» **Exercise prompt**: Only the lines from the beginning of the data through the line holding "2px #584a3c) drop-shadow(0" belong in the answer, printed exactly and without pictures.

» **Input records**:

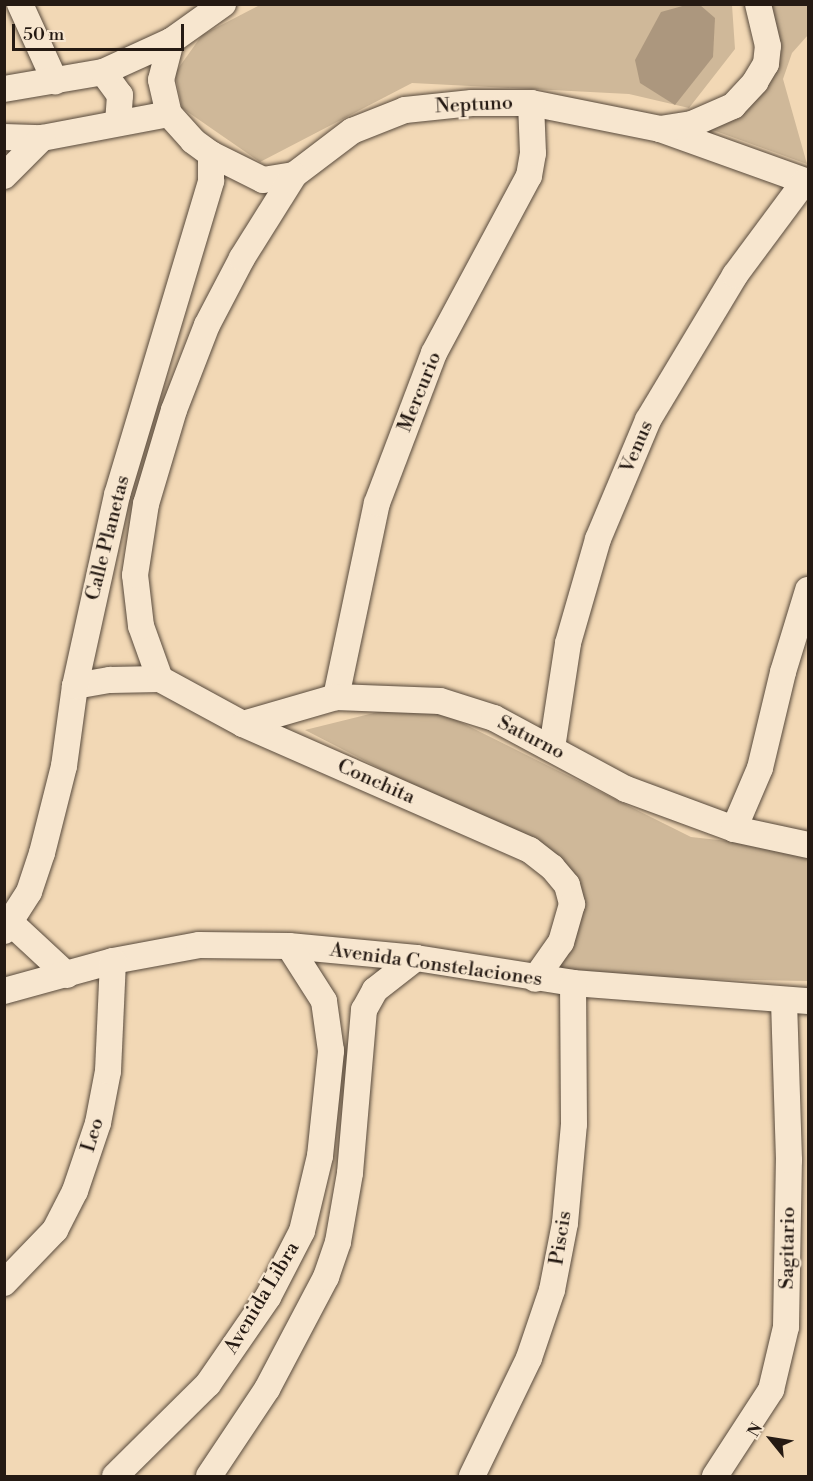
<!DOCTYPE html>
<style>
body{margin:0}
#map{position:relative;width:813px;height:1481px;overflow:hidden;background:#f2d8b5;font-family:"Libre Bodoni",serif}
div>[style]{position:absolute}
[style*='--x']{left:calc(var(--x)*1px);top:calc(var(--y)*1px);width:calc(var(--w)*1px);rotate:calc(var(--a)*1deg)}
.green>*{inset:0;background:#cfb899}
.water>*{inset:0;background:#ac977e}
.roads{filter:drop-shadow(0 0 2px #584a3c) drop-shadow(0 0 2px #584a3c)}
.minor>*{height:26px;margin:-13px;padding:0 13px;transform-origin:13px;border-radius:13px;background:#f7e6cf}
span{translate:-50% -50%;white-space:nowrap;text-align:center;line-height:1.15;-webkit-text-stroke:4.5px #f7e6cf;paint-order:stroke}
.street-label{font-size:20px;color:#251a13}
.frame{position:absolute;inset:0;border:6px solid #251a13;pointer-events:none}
.north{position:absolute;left:741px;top:1409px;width:60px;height:60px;-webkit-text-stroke:4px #f7e6cf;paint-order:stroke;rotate:300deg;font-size:16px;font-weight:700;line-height:24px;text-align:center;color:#251a13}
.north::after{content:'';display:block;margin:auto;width:21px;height:27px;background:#251a13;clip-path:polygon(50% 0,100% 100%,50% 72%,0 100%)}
.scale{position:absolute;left:12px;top:24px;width:172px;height:27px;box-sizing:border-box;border:3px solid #251a13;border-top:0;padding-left:8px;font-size:18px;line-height:21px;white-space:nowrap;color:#251a13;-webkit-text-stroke:4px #f7e6cf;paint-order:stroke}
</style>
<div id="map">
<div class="green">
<div style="clip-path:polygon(260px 5px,732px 5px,735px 49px,689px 108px,629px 94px,412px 83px,260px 162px,182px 108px,175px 73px,202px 35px)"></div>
<div style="clip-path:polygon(747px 5px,808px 5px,808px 35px,792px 53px,783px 79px,807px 164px,696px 124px,728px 104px,757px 56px)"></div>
<div style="clip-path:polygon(394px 708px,438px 711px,691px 837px,808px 850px,808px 981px,545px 976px,564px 953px,558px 860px,305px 730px)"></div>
</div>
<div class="water">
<div style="clip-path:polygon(686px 5px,700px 5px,715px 18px,713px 57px,675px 105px,640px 83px,635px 60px,661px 12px)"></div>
</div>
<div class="roads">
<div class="minor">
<div style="--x:20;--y:4;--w:85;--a:65.6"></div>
<div style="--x:171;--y:41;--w:40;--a:104.4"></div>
<div style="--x:161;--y:80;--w:35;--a:77"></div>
<div style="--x:169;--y:114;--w:36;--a:48"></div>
<div style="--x:193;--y:141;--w:22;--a:36"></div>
<div style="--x:211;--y:154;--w:58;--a:26.6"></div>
<div style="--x:263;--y:180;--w:31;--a:-9"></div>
<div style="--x:294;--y:175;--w:73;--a:-37.2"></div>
<div style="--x:352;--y:131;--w:57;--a:-21.6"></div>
<div style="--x:405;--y:110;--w:67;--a:-6"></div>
<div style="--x:472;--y:103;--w:59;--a:0"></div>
<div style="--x:531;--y:103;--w:132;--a:11.4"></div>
<div style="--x:660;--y:129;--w:157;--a:19.7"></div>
<div style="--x:103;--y:72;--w:29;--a:54"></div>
<div style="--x:120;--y:95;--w:27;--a:94"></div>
<div style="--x:4;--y:89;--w:100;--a:-9.7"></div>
<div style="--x:103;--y:72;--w:75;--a:-24.5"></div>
<div style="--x:171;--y:41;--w:64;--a:-35.4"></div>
<div style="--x:660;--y:129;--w:32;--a:-9"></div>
<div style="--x:692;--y:124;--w:45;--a:-23.7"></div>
<div style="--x:733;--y:106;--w:33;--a:-47"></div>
<div style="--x:755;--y:82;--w:21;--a:-59"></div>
<div style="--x:766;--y:64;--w:18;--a:-84"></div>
<div style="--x:768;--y:46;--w:43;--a:-103.4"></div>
<div style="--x:4;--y:137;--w:38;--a:2"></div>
<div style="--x:42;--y:138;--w:129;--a:-10.7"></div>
<div style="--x:4;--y:176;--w:54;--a:-45"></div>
<div style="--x:160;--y:679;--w:56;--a:-109.7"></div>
<div style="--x:141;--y:626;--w:51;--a:-96.7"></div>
<div style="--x:135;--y:575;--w:72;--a:-81.2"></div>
<div style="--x:146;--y:504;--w:98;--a:-73.4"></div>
<div style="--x:174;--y:410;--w:91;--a:-68.8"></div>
<div style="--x:207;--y:325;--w:76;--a:-62.4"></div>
<div style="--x:242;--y:258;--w:98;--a:-57.9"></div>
<div style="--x:75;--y:686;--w:36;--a:-10"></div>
<div style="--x:110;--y:680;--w:50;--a:-1.1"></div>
<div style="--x:160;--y:679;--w:94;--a:28.5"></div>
<div style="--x:243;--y:724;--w:313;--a:23.7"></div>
<div style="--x:530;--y:850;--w:28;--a:38"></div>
<div style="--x:552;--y:867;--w:23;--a:50"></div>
<div style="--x:567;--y:885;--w:20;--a:75"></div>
<div style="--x:572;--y:904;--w:40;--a:106"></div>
<div style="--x:561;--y:942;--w:45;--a:125.1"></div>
<div style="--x:336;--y:697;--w:198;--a:-78.1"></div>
<div style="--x:377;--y:503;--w:160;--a:-69.2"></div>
<div style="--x:434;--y:353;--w:201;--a:-61.8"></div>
<div style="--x:529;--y:176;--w:23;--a:-80"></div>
<div style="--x:533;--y:153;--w:50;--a:-92.3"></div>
<div style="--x:243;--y:724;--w:97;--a:-16.2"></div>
<div style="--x:336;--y:697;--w:104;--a:2.2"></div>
<div style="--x:440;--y:701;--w:57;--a:17.5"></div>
<div style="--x:494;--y:718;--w:150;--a:28.3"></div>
<div style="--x:626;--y:789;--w:115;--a:20.3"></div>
<div style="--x:734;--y:829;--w:76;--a:12.2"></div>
<div style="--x:552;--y:748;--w:106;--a:-81.3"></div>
<div style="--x:568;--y:643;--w:108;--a:-73.9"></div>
<div style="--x:598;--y:539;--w:129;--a:-67.2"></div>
<div style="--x:648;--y:420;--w:169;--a:-59"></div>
<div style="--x:735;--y:275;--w:116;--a:-53.4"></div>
<div style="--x:734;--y:829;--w:66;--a:-66.9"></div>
<div style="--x:760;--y:768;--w:99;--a:-76.5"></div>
<div style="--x:783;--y:672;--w:86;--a:-73"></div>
<div style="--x:12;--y:924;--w:75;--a:42.8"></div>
<div style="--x:4;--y:931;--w:46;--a:-57.3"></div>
<div style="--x:29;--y:892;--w:41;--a:-71.6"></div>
<div style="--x:42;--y:853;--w:90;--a:-75.8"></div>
<div style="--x:64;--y:766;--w:81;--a:-82.2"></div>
<div style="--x:75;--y:686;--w:196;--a:-77.6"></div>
<div style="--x:117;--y:495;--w:328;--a:-73.3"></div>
<div style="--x:211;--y:181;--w:27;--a:-90"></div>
<div style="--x:4;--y:991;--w:113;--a:-15.4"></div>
<div style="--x:113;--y:961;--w:87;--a:-10.5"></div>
<div style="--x:199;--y:945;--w:90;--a:0.6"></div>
<div style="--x:289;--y:946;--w:128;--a:5.4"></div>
<div style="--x:416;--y:958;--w:159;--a:9"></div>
<div style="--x:573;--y:983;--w:236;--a:4.4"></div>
<div style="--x:4;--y:1283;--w:74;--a:-46.1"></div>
<div style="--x:55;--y:1230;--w:44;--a:-62.9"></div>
<div style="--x:75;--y:1191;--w:72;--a:-71.3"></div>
<div style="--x:98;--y:1123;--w:53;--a:-79.1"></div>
<div style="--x:108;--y:1071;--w:110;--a:-87.4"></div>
<div style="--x:115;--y:1476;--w:131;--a:-44.7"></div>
<div style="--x:208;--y:1384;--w:106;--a:-55.4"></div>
<div style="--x:268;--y:1297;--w:74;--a:-62.7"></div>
<div style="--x:302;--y:1231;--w:77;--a:-76.5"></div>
<div style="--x:320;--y:1156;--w:106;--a:-84"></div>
<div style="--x:331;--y:1051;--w:50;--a:-98"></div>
<div style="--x:324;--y:1001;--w:65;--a:-122.5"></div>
<div style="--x:209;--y:1476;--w:105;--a:-56.3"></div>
<div style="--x:267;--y:1389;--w:127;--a:-62.2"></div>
<div style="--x:326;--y:1277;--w:37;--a:-71"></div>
<div style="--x:338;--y:1242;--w:70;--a:-80.1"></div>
<div style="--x:350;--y:1173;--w:164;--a:-85.1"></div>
<div style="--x:364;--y:1010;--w:23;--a:-61"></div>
<div style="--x:375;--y:990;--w:52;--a:-38"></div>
<div style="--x:472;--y:1476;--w:131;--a:-64.2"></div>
<div style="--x:529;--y:1358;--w:72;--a:-71.3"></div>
<div style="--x:552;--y:1290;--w:68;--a:-79"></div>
<div style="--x:565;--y:1223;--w:99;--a:-84.8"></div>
<div style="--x:574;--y:1124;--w:141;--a:-90.4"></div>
<div style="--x:715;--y:1476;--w:103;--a:-56.9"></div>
<div style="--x:771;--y:1390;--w:65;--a:-76.6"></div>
<div style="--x:786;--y:1327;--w:167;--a:-89"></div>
<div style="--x:789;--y:1160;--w:159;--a:-91.8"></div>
</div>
</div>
<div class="street-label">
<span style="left:474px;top:105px;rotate:-3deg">Neptuno</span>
<span style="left:420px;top:392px;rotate:-68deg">Mercurio</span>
<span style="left:637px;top:447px;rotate:-67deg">Venus</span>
<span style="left:108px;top:538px;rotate:-76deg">Calle Planetas</span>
<span style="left:531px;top:738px;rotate:27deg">Saturno</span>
<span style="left:376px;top:782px;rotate:24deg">Conchita</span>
<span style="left:436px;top:965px;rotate:8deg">Avenida Constelaciones</span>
<span style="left:93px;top:1135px;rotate:-73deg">Leo</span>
<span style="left:561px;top:1238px;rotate:-81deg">Piscis</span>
<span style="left:788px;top:1248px;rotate:-89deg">Sagitario</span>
<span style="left:262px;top:1298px;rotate:-59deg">Avenida Libra</span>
</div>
<div class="frame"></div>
<div class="north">N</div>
<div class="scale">50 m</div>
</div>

» **Response**:
<!DOCTYPE html>
<style>
body{margin:0}
#map{position:relative;width:813px;height:1481px;overflow:hidden;background:#f2d8b5;font-family:"Libre Bodoni",serif}
div>[style]{position:absolute}
[style*='--x']{left:calc(var(--x)*1px);top:calc(var(--y)*1px);width:calc(var(--w)*1px);rotate:calc(var(--a)*1deg)}
.green>*{inset:0;background:#cfb899}
.water>*{inset:0;background:#ac977e}
.roads{filter:drop-shadow(0 0 2px #584a3c) drop-shadow(0 0 2px #584a3c)}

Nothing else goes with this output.